NEW LENOX – The Joliet West boys basketball team dropped a 17-point decision to Rich Township in mid-January.
Although all of the same players were involved in that loss, the Joliet West team that hit the floor against that same Rich Township team Friday night in the championship game of the Class 4A Lincoln-Way West Regional was obviously a different animal.
Joliet West played an entirely different brand of basketball than it did in the first time, displaying needed physicality as it collected a 65-57 victory over Rich Township to earn its place in next week’s Rich Township Sectional, where it will face the sectional’s top seed, Homewood-Flossmoor, at 6 p.m. Tuesday. Homewood-Flossmoor beat Stagg 64-56 at the Stagg Regional.
“So like we go and play a prime-time shootout game at T.F. North in January and with their size, It’s alarming. Like they’re they’re built like grown men,” Joliet West coach Jeremy Kreiger said of the first meeting with Rich. ”So I think our young guys walked out and they were like, I don’t know, man. These guys were kind of strong. They’re kind of big.
“So we were preparing for this game by watching film of them against Kankakee and film against Bloom, [similar] opponents. And what I said was all we have to do is bother them as ballhandlers and dare them to shoot and if we can neutralize the paint touches that will allow us to be in the game.”
Joliet West (22-9) mainly managed to neutralize those Rich Township paint touches because of the presence of 6-foot-9 senior Drew King. King finished with 12 points and, more importantly, a whopping 17 rebounds and five blocked shots. If Rich Township tried to get to the basketball, it was going to have to get through King to do it, and frankly it didn’t work enough for the Raptors (23-8).
“Physicality,” King said of what the biggest difference was between the two meetings. “In the first game we just didn’t come in and play as physical as we needed to. But this time we were able to flip it around. Now we just have to keep on moving.”
Joliet West appeared to be on its way to breezing into the sectionals as little-used guard Brilan Townsend gave the Tigers a mammoth lift to start the fourth quarter, burying a pair of 3-pointers and stretching Joliet West’s lead to 13 at 59-46. Contributions from players such as Townsend may have surprised some casual observers of Joliet West, but it came as no surprise to Kreiger and the rest of the Tigers.

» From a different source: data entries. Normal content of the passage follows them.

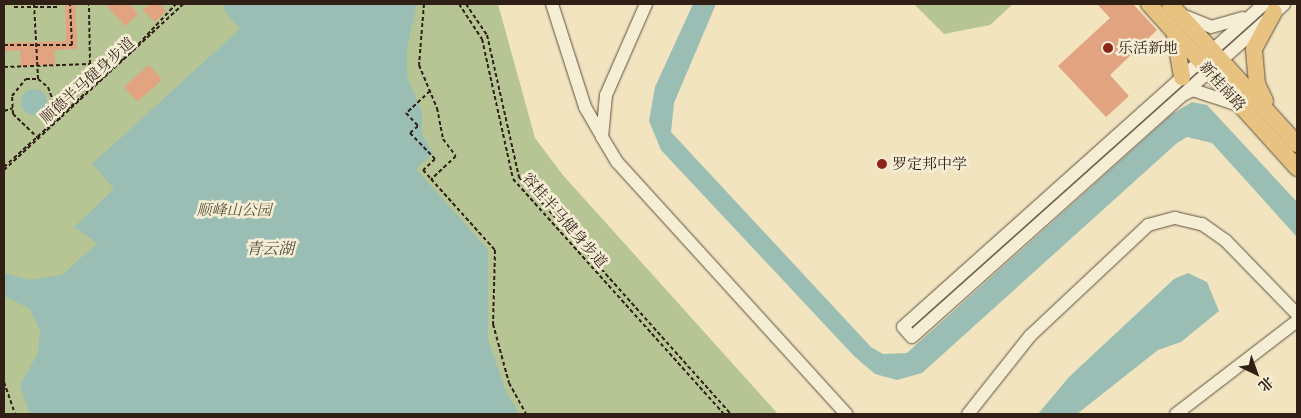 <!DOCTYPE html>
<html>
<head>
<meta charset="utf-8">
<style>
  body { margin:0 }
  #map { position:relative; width:1301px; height:418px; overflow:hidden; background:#f1e4bf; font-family:"Gentium Book Plus","Noto Serif SC",serif }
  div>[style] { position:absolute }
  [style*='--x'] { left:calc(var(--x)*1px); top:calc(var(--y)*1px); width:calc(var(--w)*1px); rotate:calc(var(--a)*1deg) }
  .green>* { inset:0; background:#b7c594 }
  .water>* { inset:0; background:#9bbeb4 }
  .round { border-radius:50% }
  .building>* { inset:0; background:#e2a380; transform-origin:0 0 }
  .path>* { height:2px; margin-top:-1px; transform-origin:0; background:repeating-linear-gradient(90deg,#301f15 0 4px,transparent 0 6.5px) }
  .roads { filter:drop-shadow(0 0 1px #605040) drop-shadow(0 0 1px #605040) }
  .minor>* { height:12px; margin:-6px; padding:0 6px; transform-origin:6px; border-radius:6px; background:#f6edd5 }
  .major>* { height:16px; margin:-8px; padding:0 8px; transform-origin:8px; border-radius:8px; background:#e8c280 }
  .dots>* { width:14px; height:14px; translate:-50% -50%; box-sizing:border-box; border:2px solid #f6edd5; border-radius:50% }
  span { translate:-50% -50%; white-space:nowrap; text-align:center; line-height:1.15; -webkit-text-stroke:5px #f6edd5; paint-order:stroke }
  .poi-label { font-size:15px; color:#301f15 }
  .left { translate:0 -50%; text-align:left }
  .street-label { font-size:15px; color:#301f15 }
  .park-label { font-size:15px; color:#58513b; font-style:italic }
  .water-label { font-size:16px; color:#504f45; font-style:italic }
  .frame { position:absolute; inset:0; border:5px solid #301f15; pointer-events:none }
  .north { position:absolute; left:1231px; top:348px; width:50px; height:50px; -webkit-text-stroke:4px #f6edd5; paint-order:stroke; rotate:138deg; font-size:14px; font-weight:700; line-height:20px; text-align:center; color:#301f15 }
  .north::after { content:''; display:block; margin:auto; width:18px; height:22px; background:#301f15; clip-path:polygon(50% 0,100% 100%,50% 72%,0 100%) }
</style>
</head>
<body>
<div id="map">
  <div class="green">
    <i style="clip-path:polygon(4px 4px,498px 4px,535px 138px,562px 174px,778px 414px,4px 414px)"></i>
    <i style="clip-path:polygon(914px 4px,1013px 4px,990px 25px,944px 34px)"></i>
  </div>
  <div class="water">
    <i style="clip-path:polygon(226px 4px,417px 4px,407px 48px,407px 76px,422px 112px,422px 134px,433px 153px,416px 169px,488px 250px,488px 339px,505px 389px,519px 414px,29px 414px,20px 385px,38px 353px,40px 331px,30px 309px,4px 296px,4px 273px,30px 280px,62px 275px,97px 243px,74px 227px,114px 189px,92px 164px,240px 29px,222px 8px)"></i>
    <i style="clip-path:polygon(693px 4px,716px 4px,674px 103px,671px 132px,871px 347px,883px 354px,907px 353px,1172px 114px,1192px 102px,1207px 105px,1297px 202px,1297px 237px,1212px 143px,1187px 137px,1177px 143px,922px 373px,897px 380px,875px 374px,854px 356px,661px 150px,649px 121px,655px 87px)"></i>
    <i class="round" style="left:21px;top:89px;width:26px;height:26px"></i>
    <i style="clip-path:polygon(1188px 273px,1207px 282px,1219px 311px,1181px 342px,1158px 350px,1077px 414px,1038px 414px,1069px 377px,1174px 279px)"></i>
  </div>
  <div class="building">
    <i style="clip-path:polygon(65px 4px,76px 4px,77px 49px,54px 50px,55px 65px,21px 66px,20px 50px,4px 51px,4px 43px,66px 41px)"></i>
    <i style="clip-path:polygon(105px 4px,129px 4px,138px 14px,125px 26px)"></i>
    <i style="clip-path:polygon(150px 4px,159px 4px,166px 11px,155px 22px,143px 10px)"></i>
    <i style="clip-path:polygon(1097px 4px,1133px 4px,1157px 30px,1110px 75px,1129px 96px,1106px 117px,1058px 66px,1110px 18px)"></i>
    <i style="left:149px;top:65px;width:20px;height:33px;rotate:49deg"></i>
  </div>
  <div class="path">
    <i style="--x:34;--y:4;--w:75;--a:86.9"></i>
    <i style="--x:424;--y:4;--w:61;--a:94.7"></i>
    <i style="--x:419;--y:65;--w:47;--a:67.3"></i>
    <i style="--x:437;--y:108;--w:32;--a:79"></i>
    <i style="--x:443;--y:139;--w:21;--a:53"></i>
    <i style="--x:456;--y:156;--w:34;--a:137"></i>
    <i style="--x:431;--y:179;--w:96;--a:48"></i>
    <i style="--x:495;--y:250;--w:74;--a:91.5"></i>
    <i style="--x:493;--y:324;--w:61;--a:74.8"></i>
    <i style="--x:509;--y:383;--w:35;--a:61"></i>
    <i style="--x:459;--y:4;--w:42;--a:56.7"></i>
    <i style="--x:482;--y:39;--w:143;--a:77.5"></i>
    <i style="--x:513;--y:179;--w:316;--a:48.1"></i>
    <i style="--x:466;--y:4;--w:37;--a:56"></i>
    <i style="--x:487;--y:35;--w:146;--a:77.3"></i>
    <i style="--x:519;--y:177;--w:318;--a:48.2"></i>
    <i style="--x:14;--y:7;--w:45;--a:0"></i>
    <i style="--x:4;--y:45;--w:68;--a:0"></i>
    <i style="--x:72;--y:45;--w:41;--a:-92.8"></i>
    <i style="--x:4;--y:67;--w:86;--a:-2"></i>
    <i style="--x:90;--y:64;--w:60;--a:-91"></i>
    <i style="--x:430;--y:91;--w:33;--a:137"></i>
    <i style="--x:406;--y:113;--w:18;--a:47"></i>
    <i style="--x:418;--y:126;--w:11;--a:139"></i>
    <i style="--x:410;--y:133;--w:36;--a:46"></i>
    <i style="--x:435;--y:159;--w:16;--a:137"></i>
    <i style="--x:423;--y:170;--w:12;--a:48"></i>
    <i style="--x:4;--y:111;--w:9;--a:-18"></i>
    <i style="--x:39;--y:139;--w:36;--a:-136"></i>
    <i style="--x:13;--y:114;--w:18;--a:-93"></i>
    <i style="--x:12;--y:96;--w:22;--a:-51"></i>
    <i style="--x:26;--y:79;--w:12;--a:0"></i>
    <i style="--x:38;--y:79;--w:13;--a:39"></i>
    <i style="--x:48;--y:87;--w:35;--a:70"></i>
    <i style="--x:4;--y:167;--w:176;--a:-42.2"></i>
    <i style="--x:134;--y:49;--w:62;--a:-47"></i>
    <i style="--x:4;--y:170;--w:244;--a:-42.8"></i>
    <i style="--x:4;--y:382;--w:34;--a:71"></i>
  </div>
  <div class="roads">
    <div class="minor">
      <i style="--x:552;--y:4;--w:108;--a:72.2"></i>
      <i style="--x:585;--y:107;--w:34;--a:60"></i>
      <i style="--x:646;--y:4;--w:99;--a:113.7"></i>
      <i style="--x:606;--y:95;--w:42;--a:95.4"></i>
      <i style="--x:602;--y:137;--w:29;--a:59"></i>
      <i style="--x:617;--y:162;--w:341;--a:47.7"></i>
      <i style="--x:1264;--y:4;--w:484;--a:138.2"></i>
      <i style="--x:903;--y:327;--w:13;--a:48"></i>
      <i style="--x:912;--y:337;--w:499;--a:-41.8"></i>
      <i style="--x:1182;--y:15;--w:31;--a:22"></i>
      <i style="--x:1211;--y:27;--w:33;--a:-16"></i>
      <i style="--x:1185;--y:94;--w:9;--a:-27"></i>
      <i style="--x:1193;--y:90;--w:47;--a:18.4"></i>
      <i style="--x:968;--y:414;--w:100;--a:-51.5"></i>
      <i style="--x:1030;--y:336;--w:162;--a:-43.2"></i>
      <i style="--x:1148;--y:225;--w:28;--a:-15"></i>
      <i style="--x:1175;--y:218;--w:28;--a:13"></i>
      <i style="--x:1202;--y:224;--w:28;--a:35"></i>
      <i style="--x:1225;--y:240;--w:103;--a:45.8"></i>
      <i style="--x:1176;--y:414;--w:153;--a:-37.5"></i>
    </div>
    <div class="major">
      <i style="--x:1149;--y:4;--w:221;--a:47.9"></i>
      <i style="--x:1170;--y:4;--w:189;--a:47.8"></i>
      <i style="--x:1175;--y:36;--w:42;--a:80.3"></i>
      <i style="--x:1265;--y:101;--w:19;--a:-115"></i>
      <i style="--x:1257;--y:84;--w:35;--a:-95"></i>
      <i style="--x:1254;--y:49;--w:42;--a:-61.6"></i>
    </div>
  </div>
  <div class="dots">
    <i style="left:1108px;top:48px;background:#8f2418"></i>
    <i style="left:882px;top:164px;background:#8f2418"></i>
  </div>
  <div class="poi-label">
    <span class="left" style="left:1118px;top:48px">乐活新地</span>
    <span class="left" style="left:892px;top:164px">罗定邦中学</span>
  </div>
  <div class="street-label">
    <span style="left:87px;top:80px;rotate:-42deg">顺德半马健身步道</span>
    <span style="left:1223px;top:86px;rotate:48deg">新桂南路</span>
    <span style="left:565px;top:220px;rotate:49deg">容桂半马健身步道</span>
  </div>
  <div class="park-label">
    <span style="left:234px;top:210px">顺峰山公园</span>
  </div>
  <div class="water-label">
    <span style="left:270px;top:248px">青云湖</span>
  </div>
  <div class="frame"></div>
  <div class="north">北</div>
</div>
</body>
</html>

“I think it was huge,” Kreiger said of the contributions of many, including Townsend, to the win. “We play all our guys in crunch time, for moments like this. The crowd might be surprised and be like ‘Who is No. 4?’ But we see him every day in moments just like this.”
Rich still managed to push back once more scoring eight consecutive points after the second Townsend 3-pointer to draw within 59-55. Potentially compounding the problem was the fact that the team’s leading scorer Justus McNair fouled out with 3:35 to play in the contest. McNair led Joliet West with 24 points, but more importantly serves as a floor stabilizer for the Tigers. But all the Valparaiso commit could do was watch the rest of the way.
“I was just worried,” McNair admitted. “You know sometimes as human beings, you have emotions. You worry. But our team is good enough to handle it without me.”
And after Rich pulled with 59-55, McNair’s confidence that his teammates could pull it out proved warranted as a big basket from Zion Gross (16 points) and pairs of split free throws from King and Corey Nobles pushed the lead back to eight and gave the Tigers enough breathing room to secure their third regional in the last four postseason contested seasons.
“Honestly, it means just as much as the other two,” Kreiger said. “When I was afforded the opportunity to come back and coach in our community, I never expected one win to me more than the other. They all were going to mean something because what our community means and what it represents in terms of basketball. We’ve always kind of been known as a basketball town.
“So to win it, it just feels good to win beyond that, specifically, it means a lot for me to see it from these guys. Because all they’ve heard all year was doubters. You graduate seven seniors. Jeremy [Fears] leaves for Michigan State. Jeremiah [Fears] leaves for AZ Compass. But the belief they had in each other and the way we wanted to coach, allows moments like this to happen.”